The Times: If we want homes for all we have to build tall

The following article is writting by Alice Thomson of The Times…

The solution to our housing crisis is to copy the Victorians and increase density in areas where people actually want to live

‘Grenfell Tower was once a good place to be,” says Mike Long, minister of Notting Hill Methodist Church, which lies in its shadow. “Many residents valued it, it was too run-down and shabby but they liked the size of the rooms, their views, the central location and the community. Many survivors don’t want to be rehomed in poky new houses with tiny windows far away, even if they have a garden.”

After the devastating fire last summer there have been increasingly vocal demands for an end to residential buildings that are more than a couple of storeys high: blocks on the scale of Grenfell are now seen as ugly, claustrophobic, brutalist. But we need to build up, not out, if we want to help the young to get on the property ladder and the elderly to clamber off it.

Rachel Sylvester and I have spent two months looking at housing as part of a series that begins in The Times today. The decline in property owning, particularly among the young, has become critical, with the number of homeowners dropping from a high of 71 per cent in 2003 to 63 per cent last year. Britain could give up on being a property-owning democracy but both council housing and the private rental system are inadequate substitutes.

Building extensively over greenfield sites would be too controversial and new towns, proposed regularly over the past few decades, are rarely built. Equally important, the under-35s don’t usually want to be stuck in the countryside. They aren’t very keen on the suburbs either. Property developers know that they can’t sell that many expensive four-bedroom rabbit hutches built on grass, particularly outside the South East, because there isn’t the demand, which is partly why they often buy the land and hang on to it, developing it slowly over many years.

Building up is one answer. Well built, cheaper city flats make more sense. Many of the young don’t own cars any more.
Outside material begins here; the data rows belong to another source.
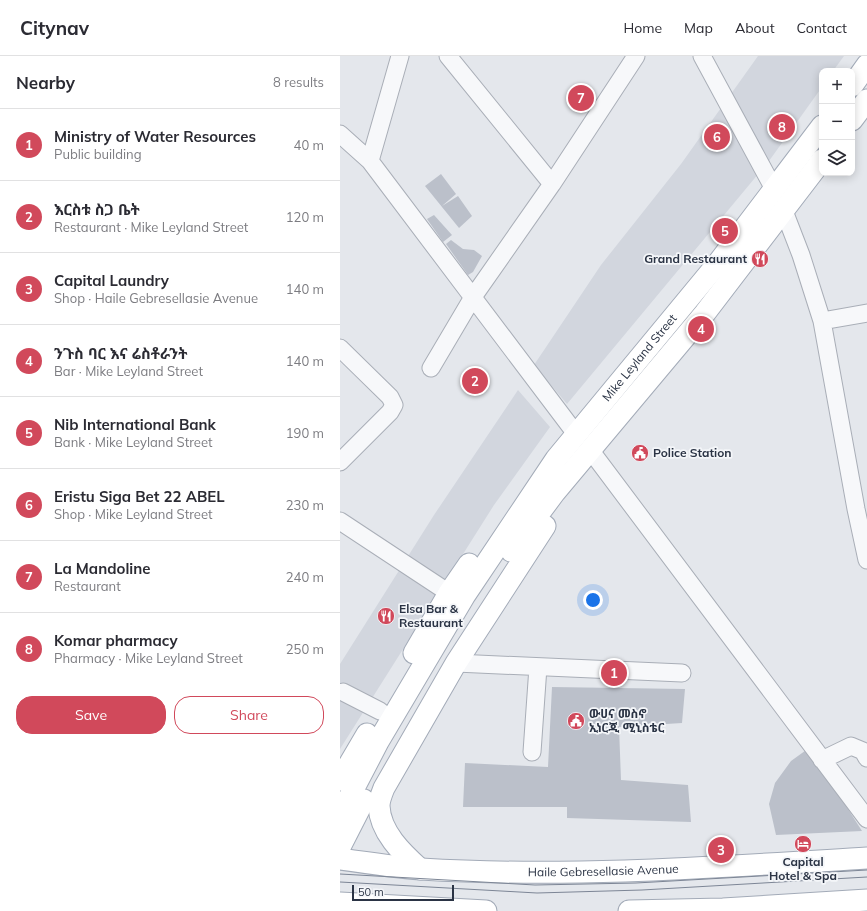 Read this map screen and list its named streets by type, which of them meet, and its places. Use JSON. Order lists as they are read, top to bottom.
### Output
{
  "streets": {
    "main road": ["Mike Leyland Street", "Haile Gebresellasie Avenue"]
  },
  "places": {
    "restaurant": ["Grand Restaurant", "Elsa Bar & Restaurant"],
    "public building": ["Police Station", "ውሀና መስኖ ኢነርጂ ሚኒስቴር"],
    "hotel": ["Capital Hotel & Spa"]
  },
  "scale_bar": "50 m",
  "page": {
    "header": "Citynav",
    "nav": [
      "Home",
      "Map",
      "About",
      "Contact"
    ],
    "heading": ["Nearby", "8 results"],
    "map_buttons": ["+", "−"],
    "pins": [
      "7",
      "8",
      "6",
      "5",
      "4",
      "2",
      "1",
      "3"
    ],
    "list": [
      {
        "mark": "1",
        "name": "Ministry of Water Resources",
        "note": "Public building",
        "value": "40 m"
      },
      {
        "mark": "2",
        "name": "እርስቱ ስጋ ቤት",
        "note": "Restaurant · Mike Leyland Street",
        "value": "120 m"
      },
      {
        "mark": "3",
        "name": "Capital Laundry",
        "note": "Shop · Haile Gebresellasie Avenue",
        "value": "140 m"
      },
      {
        "mark": "4",
        "name": "ንጉስ ባር እና ሬስቶራንት",
        "note": "Bar · Mike Leyland Street",
        "value": "140 m"
      },
      {
        "mark": "5",
        "name": "Nib International Bank",
        "note": "Bank · Mike Leyland Street",
        "value": "190 m"
      },
      {
        "mark": "6",
        "name": "Eristu Siga Bet 22 ABEL",
        "note": "Shop · Mike Leyland Street",
        "value": "230 m"
      },
      {
        "mark": "7",
        "name": "La Mandoline",
        "note": "Restaurant",
        "value": "240 m"
      },
      {
        "mark": "8",
        "name": "Komar pharmacy",
        "note": "Pharmacy · Mike Leyland Street",
        "value": "250 m"
      }
    ],
    "buttons": ["Save", "Share"],
    "scale": "50 m"
  }
}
They want to spend any spare change not on stuff but on experiences so they are happy to be in small homes — the new pocket-size flats where communal facilities are shared — if they are in central locations near their jobs. That way they can bike or walk to work and spend their evenings going out to theatres and cafés, rather than commute for hours on unreliable trains with escalating fares.

As James Murray, London’s deputy mayor for housing, points out, London is half the density of Berlin and Madrid. Manchester, Birmingham and Liverpool are even more spread out. Most houses in Britain are two or three storeys; our visual references still hark back to the Middle Ages when the church spire dominated the humble dwellings. Now skyscrapers do that instead, but we have enough of those in the pipeline: the number of towers over 150m high is set to double this year.

What our cities and towns want is another few floors. We need to look up and use the sky, build on more roof space, car parks, shopping centres, offices and flats, while building fewer squat new developments.

There is a precedent in central London. In South Kensington and Chelsea, Victorian squares such as Cadogan Square were built up to six or seven floors around communal gardens. The beautifully proportioned mansion blocks surrounding the Royal Albert Hall are a similar height, as are the homes around Battersea Park, now sought-after flats or maisonettes, a terrible word for a clever solution. Edinburgh’s New Town and Bath’s Royal Crescent aren’t limited to three floors.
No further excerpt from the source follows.